**How to complete this task:**
Please return every line of the records below that contains the word "Unterwegs".

====== Data to use

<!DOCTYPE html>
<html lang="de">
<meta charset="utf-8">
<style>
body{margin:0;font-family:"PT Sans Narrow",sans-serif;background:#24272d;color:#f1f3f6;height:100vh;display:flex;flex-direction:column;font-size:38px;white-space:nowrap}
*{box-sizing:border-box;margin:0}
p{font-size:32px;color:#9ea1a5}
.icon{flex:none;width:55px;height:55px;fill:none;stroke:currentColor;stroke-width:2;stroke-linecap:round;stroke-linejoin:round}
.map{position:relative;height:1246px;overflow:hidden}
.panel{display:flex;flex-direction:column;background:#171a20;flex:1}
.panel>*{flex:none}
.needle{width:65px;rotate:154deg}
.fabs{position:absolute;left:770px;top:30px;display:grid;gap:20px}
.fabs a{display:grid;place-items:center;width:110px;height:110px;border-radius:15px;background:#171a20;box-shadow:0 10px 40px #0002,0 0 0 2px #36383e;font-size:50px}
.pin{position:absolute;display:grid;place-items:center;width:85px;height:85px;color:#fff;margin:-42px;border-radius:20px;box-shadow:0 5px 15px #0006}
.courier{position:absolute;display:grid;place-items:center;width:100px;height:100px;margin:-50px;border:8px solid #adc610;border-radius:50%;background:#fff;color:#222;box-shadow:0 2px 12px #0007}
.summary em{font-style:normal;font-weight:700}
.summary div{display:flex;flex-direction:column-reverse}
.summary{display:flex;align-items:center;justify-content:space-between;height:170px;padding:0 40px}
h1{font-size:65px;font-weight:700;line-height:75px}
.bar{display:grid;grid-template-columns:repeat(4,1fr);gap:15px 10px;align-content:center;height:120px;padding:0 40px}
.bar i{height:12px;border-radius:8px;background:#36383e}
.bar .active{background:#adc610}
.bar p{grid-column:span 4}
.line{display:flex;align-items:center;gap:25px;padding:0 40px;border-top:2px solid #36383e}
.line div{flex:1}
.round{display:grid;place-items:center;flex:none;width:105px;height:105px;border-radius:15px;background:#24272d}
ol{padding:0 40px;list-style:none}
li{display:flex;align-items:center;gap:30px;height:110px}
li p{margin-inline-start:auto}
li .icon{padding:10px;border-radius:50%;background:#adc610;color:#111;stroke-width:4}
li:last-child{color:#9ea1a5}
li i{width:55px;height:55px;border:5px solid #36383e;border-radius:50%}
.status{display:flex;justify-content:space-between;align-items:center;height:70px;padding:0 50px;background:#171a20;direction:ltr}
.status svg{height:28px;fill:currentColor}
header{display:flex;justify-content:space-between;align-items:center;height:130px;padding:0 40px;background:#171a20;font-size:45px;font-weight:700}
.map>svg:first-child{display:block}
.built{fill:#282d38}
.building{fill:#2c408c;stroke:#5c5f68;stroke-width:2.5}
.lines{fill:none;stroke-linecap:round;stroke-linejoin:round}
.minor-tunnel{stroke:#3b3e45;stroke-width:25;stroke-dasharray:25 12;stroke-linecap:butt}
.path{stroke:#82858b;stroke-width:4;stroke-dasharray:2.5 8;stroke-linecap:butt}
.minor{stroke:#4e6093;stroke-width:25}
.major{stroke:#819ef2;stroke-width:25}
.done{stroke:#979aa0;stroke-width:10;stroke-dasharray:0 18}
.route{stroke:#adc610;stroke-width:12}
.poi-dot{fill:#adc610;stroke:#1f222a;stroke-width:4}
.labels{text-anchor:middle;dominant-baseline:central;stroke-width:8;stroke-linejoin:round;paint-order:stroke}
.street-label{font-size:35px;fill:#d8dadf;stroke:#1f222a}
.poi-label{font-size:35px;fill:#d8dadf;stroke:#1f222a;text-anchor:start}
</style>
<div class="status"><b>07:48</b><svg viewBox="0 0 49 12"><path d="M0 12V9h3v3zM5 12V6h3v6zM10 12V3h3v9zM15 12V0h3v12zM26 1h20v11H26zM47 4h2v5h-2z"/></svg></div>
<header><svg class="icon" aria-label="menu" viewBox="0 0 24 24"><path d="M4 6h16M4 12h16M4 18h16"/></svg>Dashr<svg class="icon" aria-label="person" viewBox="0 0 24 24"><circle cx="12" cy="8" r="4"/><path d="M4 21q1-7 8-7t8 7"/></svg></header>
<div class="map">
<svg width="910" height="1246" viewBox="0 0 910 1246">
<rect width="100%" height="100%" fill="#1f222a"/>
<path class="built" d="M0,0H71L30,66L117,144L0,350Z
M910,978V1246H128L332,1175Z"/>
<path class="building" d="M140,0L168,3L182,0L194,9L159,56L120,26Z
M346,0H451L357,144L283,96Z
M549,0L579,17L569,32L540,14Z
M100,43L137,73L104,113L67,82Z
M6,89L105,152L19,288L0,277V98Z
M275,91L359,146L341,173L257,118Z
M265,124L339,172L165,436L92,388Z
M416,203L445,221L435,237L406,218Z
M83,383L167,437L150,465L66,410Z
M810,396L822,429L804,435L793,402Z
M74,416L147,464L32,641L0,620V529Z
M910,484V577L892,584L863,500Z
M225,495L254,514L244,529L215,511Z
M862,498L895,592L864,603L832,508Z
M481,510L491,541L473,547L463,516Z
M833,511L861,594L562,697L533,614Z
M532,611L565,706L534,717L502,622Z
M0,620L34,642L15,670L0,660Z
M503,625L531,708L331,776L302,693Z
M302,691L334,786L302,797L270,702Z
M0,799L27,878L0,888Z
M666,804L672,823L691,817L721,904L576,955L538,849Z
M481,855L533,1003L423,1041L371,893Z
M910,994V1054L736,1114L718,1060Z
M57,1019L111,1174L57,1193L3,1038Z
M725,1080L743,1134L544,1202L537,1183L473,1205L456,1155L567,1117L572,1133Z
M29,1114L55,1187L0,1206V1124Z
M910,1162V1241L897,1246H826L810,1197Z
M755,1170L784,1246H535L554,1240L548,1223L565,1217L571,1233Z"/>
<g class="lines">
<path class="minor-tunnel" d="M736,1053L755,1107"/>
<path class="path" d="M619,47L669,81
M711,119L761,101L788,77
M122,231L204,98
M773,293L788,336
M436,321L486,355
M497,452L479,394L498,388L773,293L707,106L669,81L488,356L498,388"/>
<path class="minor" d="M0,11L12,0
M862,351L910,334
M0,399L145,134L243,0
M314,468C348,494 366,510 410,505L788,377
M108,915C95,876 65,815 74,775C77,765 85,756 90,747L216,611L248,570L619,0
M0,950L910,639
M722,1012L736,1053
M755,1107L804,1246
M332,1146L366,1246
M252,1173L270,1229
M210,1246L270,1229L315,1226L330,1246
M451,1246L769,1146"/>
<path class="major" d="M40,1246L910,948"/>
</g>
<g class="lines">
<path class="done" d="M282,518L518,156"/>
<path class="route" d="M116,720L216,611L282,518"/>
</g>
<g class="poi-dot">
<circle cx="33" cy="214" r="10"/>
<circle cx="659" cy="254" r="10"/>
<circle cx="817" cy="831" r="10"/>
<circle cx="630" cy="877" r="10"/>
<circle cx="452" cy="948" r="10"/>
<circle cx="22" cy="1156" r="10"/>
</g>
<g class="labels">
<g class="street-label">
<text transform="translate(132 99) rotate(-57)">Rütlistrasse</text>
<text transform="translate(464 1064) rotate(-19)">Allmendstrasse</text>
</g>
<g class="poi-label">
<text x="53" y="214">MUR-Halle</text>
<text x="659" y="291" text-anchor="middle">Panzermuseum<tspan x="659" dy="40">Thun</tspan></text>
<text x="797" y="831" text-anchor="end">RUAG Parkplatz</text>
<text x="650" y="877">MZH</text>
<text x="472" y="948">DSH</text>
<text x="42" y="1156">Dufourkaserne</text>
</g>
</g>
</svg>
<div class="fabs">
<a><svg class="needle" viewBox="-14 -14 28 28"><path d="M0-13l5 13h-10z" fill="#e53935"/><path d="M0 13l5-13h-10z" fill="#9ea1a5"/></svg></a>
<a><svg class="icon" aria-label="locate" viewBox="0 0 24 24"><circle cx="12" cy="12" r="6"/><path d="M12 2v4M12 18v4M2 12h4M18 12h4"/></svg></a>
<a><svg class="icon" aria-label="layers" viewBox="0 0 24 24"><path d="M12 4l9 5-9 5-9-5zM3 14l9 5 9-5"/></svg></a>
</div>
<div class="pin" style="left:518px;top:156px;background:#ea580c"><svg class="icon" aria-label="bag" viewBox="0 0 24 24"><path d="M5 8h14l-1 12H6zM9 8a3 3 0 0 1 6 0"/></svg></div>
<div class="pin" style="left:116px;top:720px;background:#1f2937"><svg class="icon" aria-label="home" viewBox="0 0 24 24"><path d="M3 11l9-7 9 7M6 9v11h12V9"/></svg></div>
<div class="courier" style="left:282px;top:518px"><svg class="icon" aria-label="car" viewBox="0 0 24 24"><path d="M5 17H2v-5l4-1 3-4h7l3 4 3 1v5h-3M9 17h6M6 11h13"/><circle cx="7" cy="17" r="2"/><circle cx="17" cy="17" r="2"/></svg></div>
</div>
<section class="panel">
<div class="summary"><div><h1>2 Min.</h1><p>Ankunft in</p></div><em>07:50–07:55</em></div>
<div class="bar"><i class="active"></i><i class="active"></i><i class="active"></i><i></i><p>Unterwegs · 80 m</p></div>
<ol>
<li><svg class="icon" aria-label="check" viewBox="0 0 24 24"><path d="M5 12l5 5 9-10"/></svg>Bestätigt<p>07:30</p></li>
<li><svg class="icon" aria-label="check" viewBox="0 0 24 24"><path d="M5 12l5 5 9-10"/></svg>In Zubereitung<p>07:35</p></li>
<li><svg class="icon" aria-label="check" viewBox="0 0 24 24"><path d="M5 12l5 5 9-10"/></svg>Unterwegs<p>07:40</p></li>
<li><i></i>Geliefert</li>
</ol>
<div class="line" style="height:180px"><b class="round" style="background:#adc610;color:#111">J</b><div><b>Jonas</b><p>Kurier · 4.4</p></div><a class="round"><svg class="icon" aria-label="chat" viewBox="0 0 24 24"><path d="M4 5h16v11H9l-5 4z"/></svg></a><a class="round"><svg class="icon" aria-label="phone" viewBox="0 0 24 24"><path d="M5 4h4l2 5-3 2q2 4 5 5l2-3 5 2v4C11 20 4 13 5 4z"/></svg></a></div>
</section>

============
====== Data to use

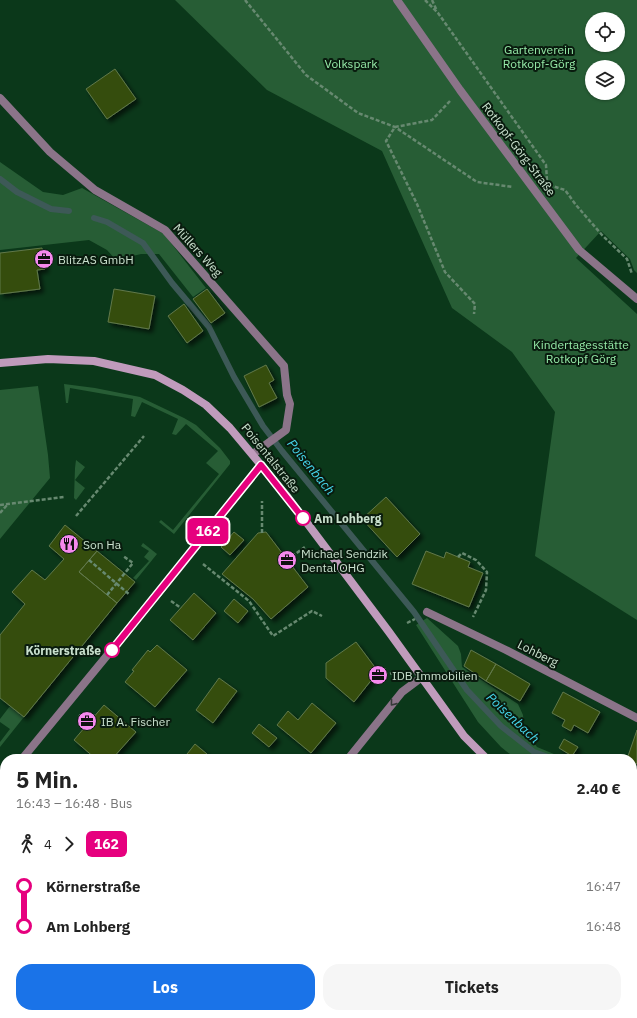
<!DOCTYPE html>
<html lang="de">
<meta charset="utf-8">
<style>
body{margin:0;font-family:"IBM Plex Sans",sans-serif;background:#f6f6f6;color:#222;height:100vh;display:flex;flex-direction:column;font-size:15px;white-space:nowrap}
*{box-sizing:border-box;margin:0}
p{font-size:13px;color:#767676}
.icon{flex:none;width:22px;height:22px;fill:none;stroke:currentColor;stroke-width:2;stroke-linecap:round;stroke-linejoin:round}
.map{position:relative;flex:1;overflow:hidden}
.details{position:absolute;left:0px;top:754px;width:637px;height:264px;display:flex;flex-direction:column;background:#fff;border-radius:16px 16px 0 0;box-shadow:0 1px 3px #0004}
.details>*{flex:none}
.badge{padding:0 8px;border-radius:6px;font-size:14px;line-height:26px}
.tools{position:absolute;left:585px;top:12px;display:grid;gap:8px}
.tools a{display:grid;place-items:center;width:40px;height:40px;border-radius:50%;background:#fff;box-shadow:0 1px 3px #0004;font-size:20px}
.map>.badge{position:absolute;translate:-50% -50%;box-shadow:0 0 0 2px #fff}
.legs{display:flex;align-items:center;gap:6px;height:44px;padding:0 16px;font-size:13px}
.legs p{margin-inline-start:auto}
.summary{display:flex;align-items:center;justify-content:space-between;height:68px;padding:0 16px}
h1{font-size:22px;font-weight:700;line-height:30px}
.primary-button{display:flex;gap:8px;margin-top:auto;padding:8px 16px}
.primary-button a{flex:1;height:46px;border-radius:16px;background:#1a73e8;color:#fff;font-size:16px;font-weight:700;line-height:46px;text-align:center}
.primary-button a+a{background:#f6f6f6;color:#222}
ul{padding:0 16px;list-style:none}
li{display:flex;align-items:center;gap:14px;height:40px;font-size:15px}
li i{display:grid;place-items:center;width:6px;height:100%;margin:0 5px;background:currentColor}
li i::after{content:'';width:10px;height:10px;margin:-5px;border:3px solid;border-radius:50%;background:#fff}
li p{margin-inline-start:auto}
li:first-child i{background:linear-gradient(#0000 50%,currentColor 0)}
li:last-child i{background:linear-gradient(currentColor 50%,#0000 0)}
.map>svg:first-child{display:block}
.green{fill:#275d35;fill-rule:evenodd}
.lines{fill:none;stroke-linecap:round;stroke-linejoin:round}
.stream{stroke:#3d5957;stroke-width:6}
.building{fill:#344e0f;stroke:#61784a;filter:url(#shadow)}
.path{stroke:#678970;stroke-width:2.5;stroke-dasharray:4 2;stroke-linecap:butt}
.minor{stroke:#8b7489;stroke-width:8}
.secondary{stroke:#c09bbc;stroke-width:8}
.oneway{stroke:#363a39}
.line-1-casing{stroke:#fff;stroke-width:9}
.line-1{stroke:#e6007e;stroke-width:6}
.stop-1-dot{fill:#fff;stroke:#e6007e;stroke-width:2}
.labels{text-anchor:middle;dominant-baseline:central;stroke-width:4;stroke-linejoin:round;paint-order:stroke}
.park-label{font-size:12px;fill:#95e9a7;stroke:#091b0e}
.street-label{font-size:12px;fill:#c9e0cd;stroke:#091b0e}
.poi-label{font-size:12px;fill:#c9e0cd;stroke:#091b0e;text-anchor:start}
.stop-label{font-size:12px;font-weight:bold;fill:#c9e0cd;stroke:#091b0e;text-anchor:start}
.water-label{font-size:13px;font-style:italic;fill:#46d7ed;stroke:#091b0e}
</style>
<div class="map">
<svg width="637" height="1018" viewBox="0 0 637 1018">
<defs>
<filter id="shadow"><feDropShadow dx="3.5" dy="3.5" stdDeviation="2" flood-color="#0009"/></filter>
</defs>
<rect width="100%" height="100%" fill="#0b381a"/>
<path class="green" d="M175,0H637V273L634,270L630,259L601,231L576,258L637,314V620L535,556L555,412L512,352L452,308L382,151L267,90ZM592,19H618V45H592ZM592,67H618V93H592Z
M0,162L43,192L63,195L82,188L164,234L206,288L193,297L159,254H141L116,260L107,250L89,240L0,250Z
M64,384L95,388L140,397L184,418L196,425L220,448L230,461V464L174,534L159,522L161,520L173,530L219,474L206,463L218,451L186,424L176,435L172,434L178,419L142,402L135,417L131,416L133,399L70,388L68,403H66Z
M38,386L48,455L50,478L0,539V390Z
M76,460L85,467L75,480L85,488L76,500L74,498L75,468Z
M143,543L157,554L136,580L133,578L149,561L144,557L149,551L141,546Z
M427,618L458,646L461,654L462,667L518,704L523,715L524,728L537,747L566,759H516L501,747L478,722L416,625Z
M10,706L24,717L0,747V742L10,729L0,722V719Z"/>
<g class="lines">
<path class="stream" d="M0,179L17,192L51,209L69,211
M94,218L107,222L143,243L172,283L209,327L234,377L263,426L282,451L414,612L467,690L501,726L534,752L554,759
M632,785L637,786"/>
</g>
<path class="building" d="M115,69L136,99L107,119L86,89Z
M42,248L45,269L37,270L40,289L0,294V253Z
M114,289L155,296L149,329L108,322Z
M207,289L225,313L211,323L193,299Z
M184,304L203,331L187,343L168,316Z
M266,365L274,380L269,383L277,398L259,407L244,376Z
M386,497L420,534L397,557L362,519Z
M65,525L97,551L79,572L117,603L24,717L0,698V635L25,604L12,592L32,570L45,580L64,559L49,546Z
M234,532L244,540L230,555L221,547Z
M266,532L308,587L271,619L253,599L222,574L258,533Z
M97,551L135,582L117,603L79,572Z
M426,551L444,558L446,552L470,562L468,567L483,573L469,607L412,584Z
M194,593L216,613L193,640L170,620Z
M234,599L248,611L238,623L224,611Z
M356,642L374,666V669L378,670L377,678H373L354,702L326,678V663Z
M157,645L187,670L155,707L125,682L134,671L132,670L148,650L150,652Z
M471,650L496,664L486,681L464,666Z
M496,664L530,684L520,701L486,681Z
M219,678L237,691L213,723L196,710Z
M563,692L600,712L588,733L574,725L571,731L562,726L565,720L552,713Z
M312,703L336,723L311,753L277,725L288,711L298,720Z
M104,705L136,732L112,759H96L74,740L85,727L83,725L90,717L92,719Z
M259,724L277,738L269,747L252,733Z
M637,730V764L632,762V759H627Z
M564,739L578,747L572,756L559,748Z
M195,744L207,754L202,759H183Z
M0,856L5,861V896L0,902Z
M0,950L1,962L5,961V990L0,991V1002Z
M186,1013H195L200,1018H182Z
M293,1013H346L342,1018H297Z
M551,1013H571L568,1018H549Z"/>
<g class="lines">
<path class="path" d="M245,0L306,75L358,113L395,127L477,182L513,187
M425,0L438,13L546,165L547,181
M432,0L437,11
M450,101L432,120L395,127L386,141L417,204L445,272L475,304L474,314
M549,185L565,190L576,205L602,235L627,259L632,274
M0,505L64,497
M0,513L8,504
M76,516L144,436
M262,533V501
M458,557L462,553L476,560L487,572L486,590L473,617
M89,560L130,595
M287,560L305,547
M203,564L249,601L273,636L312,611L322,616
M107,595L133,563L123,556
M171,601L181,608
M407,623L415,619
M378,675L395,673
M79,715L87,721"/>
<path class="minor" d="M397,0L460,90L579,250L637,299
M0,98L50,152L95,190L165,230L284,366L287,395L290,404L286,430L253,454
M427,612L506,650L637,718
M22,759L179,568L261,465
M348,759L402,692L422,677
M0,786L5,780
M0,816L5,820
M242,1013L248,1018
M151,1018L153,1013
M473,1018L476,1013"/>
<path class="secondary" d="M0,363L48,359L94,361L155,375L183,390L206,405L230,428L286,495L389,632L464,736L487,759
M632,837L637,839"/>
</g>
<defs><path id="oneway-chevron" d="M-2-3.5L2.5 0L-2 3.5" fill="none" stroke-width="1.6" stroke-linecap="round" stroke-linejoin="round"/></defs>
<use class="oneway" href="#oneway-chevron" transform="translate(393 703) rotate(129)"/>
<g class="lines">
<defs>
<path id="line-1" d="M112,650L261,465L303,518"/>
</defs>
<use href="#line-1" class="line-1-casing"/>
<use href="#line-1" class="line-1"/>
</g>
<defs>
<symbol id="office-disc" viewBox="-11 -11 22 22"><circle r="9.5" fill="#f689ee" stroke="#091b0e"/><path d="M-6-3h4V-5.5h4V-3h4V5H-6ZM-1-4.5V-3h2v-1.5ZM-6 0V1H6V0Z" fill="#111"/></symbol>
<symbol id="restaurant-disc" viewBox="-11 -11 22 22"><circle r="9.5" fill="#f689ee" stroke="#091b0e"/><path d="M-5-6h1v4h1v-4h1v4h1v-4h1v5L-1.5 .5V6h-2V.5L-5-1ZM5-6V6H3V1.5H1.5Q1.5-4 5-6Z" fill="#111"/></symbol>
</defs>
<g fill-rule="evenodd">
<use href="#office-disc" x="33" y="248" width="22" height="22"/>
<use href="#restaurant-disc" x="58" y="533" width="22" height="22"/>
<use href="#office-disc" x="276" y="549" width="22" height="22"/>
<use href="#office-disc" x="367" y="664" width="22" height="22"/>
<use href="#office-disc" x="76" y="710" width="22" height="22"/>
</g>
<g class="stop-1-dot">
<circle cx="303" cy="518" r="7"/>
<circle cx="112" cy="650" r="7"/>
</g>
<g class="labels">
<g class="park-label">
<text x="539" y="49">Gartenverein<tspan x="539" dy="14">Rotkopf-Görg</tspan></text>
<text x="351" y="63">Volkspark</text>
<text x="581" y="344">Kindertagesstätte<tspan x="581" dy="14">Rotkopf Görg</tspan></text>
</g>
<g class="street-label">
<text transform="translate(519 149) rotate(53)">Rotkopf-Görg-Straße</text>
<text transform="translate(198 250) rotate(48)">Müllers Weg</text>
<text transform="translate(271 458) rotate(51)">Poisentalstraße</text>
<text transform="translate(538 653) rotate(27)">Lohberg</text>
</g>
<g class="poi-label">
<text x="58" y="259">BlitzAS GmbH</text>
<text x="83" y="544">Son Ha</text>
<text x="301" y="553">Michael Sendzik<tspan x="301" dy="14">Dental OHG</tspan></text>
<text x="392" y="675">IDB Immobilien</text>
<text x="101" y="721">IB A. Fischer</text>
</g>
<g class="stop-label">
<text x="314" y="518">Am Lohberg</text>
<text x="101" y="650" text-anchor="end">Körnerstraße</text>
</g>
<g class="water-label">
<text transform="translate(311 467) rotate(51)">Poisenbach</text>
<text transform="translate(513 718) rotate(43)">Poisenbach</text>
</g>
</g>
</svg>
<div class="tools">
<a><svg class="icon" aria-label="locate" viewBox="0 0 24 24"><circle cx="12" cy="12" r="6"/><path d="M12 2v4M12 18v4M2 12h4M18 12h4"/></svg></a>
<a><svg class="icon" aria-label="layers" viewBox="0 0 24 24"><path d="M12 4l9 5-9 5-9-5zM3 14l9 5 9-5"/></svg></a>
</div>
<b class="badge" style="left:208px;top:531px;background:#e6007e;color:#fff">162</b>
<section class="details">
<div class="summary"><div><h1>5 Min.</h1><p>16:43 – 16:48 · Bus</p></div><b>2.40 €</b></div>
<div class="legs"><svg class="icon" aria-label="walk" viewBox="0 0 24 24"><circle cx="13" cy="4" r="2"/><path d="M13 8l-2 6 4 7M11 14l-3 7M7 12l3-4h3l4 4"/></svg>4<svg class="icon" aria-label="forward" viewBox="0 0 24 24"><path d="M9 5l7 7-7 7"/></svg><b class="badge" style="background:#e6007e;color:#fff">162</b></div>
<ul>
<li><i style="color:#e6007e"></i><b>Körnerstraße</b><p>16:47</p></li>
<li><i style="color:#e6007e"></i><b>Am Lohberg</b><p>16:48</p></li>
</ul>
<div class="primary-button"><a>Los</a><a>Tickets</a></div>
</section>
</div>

============

**Reply to the exercise:**
<div class="bar"><i class="active"></i><i class="active"></i><i class="active"></i><i></i><p>Unterwegs · 80 m</p></div>
<li><svg class="icon" aria-label="check" viewBox="0 0 24 24"><path d="M5 12l5 5 9-10"/></svg>Unterwegs<p>07:40</p></li>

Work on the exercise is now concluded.